◆ **PROBLEM TO SOLVE**:
A single figure is expected: how many lines of the data that follows contain the word "roads".

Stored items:
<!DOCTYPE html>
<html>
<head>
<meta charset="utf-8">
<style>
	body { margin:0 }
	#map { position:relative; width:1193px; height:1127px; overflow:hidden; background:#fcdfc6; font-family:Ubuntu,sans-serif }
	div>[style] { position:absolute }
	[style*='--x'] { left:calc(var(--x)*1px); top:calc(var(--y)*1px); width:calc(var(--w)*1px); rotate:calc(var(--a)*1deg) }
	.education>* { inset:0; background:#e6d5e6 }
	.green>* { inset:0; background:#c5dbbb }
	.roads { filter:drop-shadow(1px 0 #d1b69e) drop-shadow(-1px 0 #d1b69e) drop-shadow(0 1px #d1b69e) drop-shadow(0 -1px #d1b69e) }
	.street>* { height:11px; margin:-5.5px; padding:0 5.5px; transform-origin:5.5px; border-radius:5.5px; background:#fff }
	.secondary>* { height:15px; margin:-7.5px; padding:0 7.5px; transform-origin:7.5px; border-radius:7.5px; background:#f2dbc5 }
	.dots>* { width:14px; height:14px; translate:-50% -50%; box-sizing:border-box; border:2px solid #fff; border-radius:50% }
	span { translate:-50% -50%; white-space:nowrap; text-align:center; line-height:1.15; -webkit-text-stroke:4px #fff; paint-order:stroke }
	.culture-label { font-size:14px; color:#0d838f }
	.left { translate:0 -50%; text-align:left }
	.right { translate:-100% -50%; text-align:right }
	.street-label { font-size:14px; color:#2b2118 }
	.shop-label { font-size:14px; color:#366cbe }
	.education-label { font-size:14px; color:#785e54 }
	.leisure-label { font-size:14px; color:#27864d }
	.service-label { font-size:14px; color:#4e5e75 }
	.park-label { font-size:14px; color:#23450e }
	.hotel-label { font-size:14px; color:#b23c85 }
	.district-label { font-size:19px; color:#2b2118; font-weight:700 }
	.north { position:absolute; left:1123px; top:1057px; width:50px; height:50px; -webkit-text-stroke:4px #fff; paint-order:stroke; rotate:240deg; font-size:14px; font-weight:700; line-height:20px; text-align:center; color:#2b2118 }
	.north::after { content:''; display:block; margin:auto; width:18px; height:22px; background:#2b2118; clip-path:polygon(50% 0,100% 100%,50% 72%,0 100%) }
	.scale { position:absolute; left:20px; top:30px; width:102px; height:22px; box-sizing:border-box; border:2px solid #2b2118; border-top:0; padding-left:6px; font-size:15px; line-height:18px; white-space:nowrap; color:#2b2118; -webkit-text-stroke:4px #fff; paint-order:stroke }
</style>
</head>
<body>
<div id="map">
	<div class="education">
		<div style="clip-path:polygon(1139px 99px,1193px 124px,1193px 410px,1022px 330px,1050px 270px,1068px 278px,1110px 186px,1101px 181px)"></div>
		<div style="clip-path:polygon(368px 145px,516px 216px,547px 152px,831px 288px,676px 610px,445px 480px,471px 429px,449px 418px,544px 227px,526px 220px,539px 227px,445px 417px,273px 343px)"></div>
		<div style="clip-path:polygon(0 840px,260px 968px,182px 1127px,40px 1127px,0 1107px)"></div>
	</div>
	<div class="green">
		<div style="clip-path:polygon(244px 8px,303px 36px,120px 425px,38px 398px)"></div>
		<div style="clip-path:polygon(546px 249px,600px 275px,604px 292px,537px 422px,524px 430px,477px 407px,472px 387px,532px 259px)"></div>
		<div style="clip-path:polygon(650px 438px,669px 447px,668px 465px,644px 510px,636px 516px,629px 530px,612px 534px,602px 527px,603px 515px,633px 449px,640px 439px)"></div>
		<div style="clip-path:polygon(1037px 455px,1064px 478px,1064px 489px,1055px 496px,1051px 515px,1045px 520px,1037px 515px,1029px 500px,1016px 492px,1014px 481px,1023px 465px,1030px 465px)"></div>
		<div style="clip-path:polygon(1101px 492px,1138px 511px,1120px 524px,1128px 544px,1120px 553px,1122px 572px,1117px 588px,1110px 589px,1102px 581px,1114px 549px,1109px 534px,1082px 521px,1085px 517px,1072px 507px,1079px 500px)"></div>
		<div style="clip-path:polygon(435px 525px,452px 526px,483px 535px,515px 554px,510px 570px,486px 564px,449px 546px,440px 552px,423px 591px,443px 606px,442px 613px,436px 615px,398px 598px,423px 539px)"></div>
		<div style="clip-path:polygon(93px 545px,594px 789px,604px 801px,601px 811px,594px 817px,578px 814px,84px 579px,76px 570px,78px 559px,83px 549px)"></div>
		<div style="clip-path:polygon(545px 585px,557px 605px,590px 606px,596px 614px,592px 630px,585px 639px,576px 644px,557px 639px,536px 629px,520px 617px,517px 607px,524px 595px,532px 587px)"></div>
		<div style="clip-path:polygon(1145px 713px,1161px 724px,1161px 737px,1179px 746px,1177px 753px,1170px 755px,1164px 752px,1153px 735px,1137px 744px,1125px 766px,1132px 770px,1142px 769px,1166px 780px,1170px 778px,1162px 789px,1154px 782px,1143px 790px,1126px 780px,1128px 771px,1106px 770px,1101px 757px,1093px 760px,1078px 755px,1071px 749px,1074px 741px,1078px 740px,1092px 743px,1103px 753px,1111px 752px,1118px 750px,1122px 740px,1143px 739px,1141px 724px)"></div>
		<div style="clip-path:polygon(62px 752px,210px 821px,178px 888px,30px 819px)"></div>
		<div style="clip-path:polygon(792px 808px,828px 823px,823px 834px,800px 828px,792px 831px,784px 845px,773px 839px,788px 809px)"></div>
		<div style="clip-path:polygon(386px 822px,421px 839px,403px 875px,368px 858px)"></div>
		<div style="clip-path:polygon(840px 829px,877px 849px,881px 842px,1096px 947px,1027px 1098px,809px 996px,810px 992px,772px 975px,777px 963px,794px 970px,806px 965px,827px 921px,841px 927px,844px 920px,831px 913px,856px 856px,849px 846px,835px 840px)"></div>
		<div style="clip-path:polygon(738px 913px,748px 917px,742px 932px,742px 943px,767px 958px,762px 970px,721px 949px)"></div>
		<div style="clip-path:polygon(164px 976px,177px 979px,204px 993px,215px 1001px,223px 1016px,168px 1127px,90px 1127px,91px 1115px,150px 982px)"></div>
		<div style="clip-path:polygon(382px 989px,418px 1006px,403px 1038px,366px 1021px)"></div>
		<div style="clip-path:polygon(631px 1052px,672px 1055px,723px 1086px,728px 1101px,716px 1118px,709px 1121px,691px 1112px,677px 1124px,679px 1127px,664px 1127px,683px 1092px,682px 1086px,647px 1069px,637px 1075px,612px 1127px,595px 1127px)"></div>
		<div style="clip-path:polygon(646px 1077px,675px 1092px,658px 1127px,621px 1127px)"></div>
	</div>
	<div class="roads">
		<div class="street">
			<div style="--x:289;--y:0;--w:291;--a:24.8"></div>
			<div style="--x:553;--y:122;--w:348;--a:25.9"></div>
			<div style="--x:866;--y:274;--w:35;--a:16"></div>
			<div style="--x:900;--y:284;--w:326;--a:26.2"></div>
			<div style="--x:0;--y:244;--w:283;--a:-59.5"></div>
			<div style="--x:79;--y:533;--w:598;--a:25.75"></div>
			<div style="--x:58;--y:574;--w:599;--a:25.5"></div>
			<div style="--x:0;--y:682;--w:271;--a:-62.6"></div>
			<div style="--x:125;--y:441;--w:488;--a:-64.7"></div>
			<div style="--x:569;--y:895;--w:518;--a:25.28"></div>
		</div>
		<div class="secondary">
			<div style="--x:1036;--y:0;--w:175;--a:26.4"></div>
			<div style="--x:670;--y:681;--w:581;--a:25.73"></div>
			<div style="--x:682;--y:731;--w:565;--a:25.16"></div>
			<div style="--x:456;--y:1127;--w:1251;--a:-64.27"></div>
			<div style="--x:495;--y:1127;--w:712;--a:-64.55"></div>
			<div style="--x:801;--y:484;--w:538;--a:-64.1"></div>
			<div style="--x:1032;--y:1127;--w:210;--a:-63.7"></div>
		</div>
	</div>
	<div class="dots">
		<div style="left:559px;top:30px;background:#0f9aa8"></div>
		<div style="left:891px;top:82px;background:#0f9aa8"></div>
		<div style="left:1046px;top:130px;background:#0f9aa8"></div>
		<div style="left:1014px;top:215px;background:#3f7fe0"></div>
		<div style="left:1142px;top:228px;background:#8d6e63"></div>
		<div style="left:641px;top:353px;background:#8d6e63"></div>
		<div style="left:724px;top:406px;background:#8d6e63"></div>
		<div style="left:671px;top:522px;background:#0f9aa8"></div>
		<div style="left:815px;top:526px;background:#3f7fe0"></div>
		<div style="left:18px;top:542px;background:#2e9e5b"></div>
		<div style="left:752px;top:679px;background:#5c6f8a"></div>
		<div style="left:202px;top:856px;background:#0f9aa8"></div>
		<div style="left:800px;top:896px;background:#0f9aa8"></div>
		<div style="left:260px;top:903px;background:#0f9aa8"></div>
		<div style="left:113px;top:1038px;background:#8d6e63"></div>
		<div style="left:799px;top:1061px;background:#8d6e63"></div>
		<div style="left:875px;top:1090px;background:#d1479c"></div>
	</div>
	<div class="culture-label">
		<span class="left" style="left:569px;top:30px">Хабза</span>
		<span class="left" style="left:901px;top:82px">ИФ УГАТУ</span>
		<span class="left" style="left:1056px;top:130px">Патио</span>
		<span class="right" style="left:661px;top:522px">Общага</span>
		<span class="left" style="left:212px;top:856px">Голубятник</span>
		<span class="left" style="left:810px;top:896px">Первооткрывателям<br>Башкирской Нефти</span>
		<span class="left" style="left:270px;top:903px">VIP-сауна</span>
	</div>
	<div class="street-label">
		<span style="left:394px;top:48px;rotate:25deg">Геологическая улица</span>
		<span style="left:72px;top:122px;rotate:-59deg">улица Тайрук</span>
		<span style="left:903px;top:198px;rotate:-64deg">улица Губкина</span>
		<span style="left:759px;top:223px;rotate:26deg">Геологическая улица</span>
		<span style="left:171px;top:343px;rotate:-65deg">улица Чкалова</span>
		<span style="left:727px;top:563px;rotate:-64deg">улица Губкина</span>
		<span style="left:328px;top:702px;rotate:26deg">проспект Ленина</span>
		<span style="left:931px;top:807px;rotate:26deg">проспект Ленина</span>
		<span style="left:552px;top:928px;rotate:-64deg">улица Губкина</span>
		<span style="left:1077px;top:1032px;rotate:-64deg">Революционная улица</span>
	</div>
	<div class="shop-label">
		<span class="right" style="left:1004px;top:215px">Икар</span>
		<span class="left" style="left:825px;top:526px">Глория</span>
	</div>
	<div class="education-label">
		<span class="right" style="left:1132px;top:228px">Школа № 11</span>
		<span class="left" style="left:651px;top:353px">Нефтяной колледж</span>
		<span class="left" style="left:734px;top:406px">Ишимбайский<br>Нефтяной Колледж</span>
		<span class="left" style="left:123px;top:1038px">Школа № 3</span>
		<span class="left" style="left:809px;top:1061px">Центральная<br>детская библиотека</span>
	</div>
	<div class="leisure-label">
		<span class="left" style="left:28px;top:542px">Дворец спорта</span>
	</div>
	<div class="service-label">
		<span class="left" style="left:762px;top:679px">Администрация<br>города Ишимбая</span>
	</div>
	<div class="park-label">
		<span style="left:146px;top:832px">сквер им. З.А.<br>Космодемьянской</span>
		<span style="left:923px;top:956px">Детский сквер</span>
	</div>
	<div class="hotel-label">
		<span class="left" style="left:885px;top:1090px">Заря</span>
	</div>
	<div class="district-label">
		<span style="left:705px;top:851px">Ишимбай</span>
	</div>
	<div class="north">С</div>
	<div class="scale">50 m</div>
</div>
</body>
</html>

◆ **ANSWER BELOW**:
2